# [Task input]

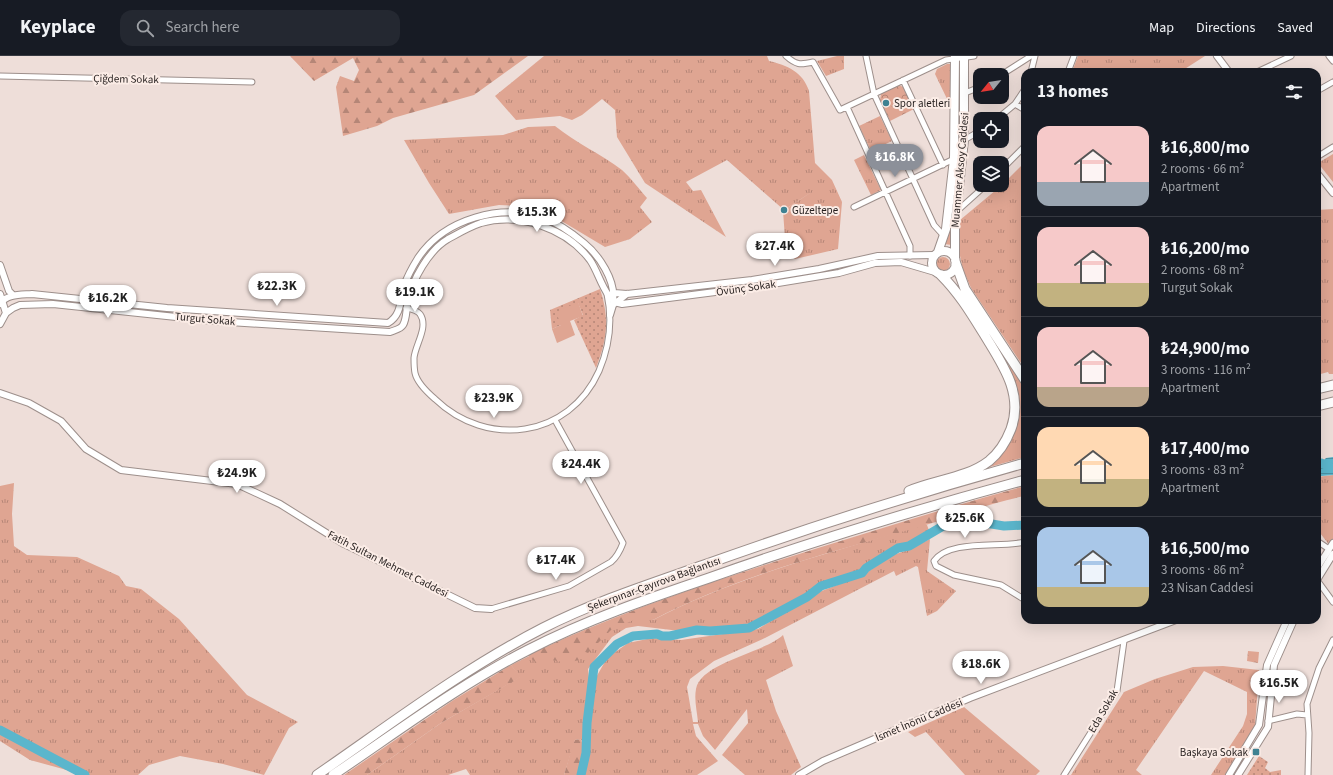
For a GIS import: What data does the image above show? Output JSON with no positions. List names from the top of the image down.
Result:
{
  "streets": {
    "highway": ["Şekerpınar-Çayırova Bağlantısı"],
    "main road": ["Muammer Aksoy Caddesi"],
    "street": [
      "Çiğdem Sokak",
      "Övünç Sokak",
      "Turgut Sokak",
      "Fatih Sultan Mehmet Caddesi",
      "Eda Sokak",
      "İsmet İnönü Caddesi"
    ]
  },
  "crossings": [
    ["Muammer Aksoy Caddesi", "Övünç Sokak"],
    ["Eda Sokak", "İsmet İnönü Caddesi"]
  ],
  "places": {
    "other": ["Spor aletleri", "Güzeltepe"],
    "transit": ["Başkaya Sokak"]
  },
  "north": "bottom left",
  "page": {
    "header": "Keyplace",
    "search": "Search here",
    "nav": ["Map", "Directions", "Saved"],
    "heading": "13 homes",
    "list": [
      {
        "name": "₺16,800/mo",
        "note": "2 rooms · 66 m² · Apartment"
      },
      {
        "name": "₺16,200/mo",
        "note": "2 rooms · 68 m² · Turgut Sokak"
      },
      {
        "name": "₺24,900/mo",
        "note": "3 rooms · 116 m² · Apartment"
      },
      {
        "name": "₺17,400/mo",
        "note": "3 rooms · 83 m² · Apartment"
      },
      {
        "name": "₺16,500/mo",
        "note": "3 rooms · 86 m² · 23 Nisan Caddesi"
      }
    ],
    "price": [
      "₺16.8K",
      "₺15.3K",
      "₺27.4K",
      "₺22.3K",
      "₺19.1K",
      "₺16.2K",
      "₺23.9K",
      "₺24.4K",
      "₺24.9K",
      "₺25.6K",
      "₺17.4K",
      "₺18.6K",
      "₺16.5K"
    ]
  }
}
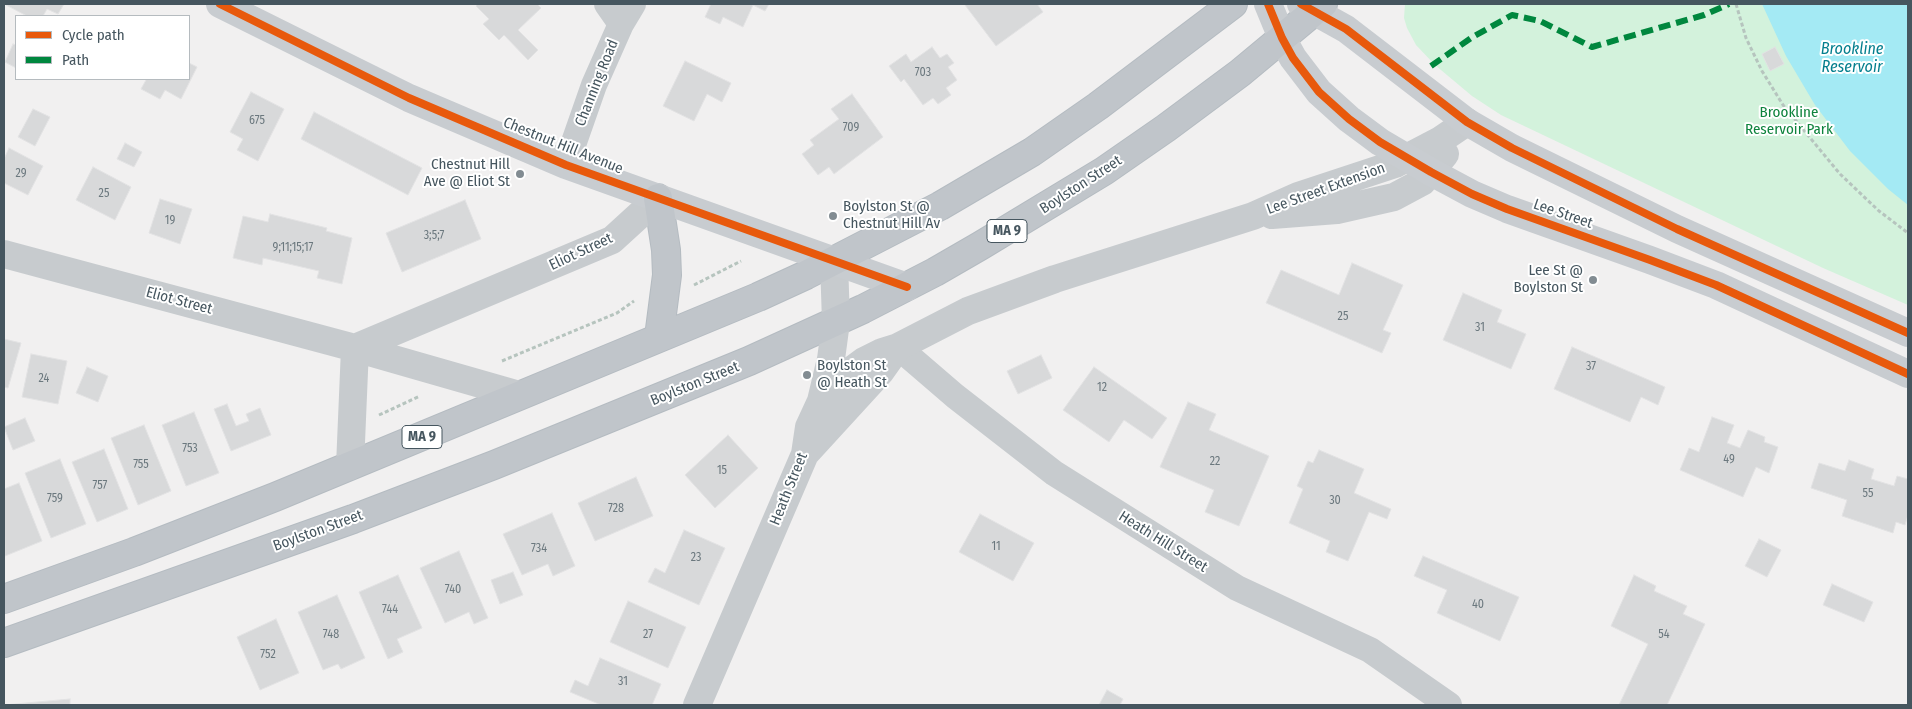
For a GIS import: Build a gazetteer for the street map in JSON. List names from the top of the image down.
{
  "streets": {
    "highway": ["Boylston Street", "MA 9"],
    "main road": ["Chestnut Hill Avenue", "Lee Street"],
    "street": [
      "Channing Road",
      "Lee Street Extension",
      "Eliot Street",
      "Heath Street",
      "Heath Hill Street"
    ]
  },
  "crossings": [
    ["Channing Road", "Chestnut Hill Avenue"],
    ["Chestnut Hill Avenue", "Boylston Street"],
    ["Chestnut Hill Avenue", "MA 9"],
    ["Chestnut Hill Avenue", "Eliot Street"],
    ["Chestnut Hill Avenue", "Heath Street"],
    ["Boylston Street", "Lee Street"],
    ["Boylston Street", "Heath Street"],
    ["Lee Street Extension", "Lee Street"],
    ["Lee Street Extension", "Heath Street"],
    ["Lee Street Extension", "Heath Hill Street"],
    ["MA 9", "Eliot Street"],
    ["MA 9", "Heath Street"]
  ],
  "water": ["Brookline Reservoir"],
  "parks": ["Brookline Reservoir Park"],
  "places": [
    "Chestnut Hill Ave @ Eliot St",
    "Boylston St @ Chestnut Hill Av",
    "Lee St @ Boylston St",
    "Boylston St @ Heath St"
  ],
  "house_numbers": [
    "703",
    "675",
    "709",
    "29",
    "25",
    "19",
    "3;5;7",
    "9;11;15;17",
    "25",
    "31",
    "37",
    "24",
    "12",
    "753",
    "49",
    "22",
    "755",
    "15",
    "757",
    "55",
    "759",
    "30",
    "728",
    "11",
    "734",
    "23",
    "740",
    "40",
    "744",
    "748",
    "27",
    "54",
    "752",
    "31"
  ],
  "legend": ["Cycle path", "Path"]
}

# [Instructions for the task]
Give back the material above exactly as it appears, minus the pictures.

# [Output for this task]
For a GIS import: What data does the image above show? Output JSON with no positions. List names from the top of the image down.
Result:
{
  "streets": {
    "highway": ["Şekerpınar-Çayırova Bağlantısı"],
    "main road": ["Muammer Aksoy Caddesi"],
    "street": [
      "Çiğdem Sokak",
      "Övünç Sokak",
      "Turgut Sokak",
      "Fatih Sultan Mehmet Caddesi",
      "Eda Sokak",
      "İsmet İnönü Caddesi"
    ]
  },
  "crossings": [
    ["Muammer Aksoy Caddesi", "Övünç Sokak"],
    ["Eda Sokak", "İsmet İnönü Caddesi"]
  ],
  "places": {
    "other": ["Spor aletleri", "Güzeltepe"],
    "transit": ["Başkaya Sokak"]
  },
  "north": "bottom left",
  "page": {
    "header": "Keyplace",
    "search": "Search here",
    "nav": ["Map", "Directions", "Saved"],
    "heading": "13 homes",
    "list": [
      {
        "name": "₺16,800/mo",
        "note": "2 rooms · 66 m² · Apartment"
      },
      {
        "name": "₺16,200/mo",
        "note": "2 rooms · 68 m² · Turgut Sokak"
      },
      {
        "name": "₺24,900/mo",
        "note": "3 rooms · 116 m² · Apartment"
      },
      {
        "name": "₺17,400/mo",
        "note": "3 rooms · 83 m² · Apartment"
      },
      {
        "name": "₺16,500/mo",
        "note": "3 rooms · 86 m² · 23 Nisan Caddesi"
      }
    ],
    "price": [
      "₺16.8K",
      "₺15.3K",
      "₺27.4K",
      "₺22.3K",
      "₺19.1K",
      "₺16.2K",
      "₺23.9K",
      "₺24.4K",
      "₺24.9K",
      "₺25.6K",
      "₺17.4K",
      "₺18.6K",
      "₺16.5K"
    ]
  }
}
For a GIS import: Build a gazetteer for the street map in JSON. List names from the top of the image down.
{
  "streets": {
    "highway": ["Boylston Street", "MA 9"],
    "main road": ["Chestnut Hill Avenue", "Lee Street"],
    "street": [
      "Channing Road",
      "Lee Street Extension",
      "Eliot Street",
      "Heath Street",
      "Heath Hill Street"
    ]
  },
  "crossings": [
    ["Channing Road", "Chestnut Hill Avenue"],
    ["Chestnut Hill Avenue", "Boylston Street"],
    ["Chestnut Hill Avenue", "MA 9"],
    ["Chestnut Hill Avenue", "Eliot Street"],
    ["Chestnut Hill Avenue", "Heath Street"],
    ["Boylston Street", "Lee Street"],
    ["Boylston Street", "Heath Street"],
    ["Lee Street Extension", "Lee Street"],
    ["Lee Street Extension", "Heath Street"],
    ["Lee Street Extension", "Heath Hill Street"],
    ["MA 9", "Eliot Street"],
    ["MA 9", "Heath Street"]
  ],
  "water": ["Brookline Reservoir"],
  "parks": ["Brookline Reservoir Park"],
  "places": [
    "Chestnut Hill Ave @ Eliot St",
    "Boylston St @ Chestnut Hill Av",
    "Lee St @ Boylston St",
    "Boylston St @ Heath St"
  ],
  "house_numbers": [
    "703",
    "675",
    "709",
    "29",
    "25",
    "19",
    "3;5;7",
    "9;11;15;17",
    "25",
    "31",
    "37",
    "24",
    "12",
    "753",
    "49",
    "22",
    "755",
    "15",
    "757",
    "55",
    "759",
    "30",
    "728",
    "11",
    "734",
    "23",
    "740",
    "40",
    "744",
    "748",
    "27",
    "54",
    "752",
    "31"
  ],
  "legend": ["Cycle path", "Path"]
}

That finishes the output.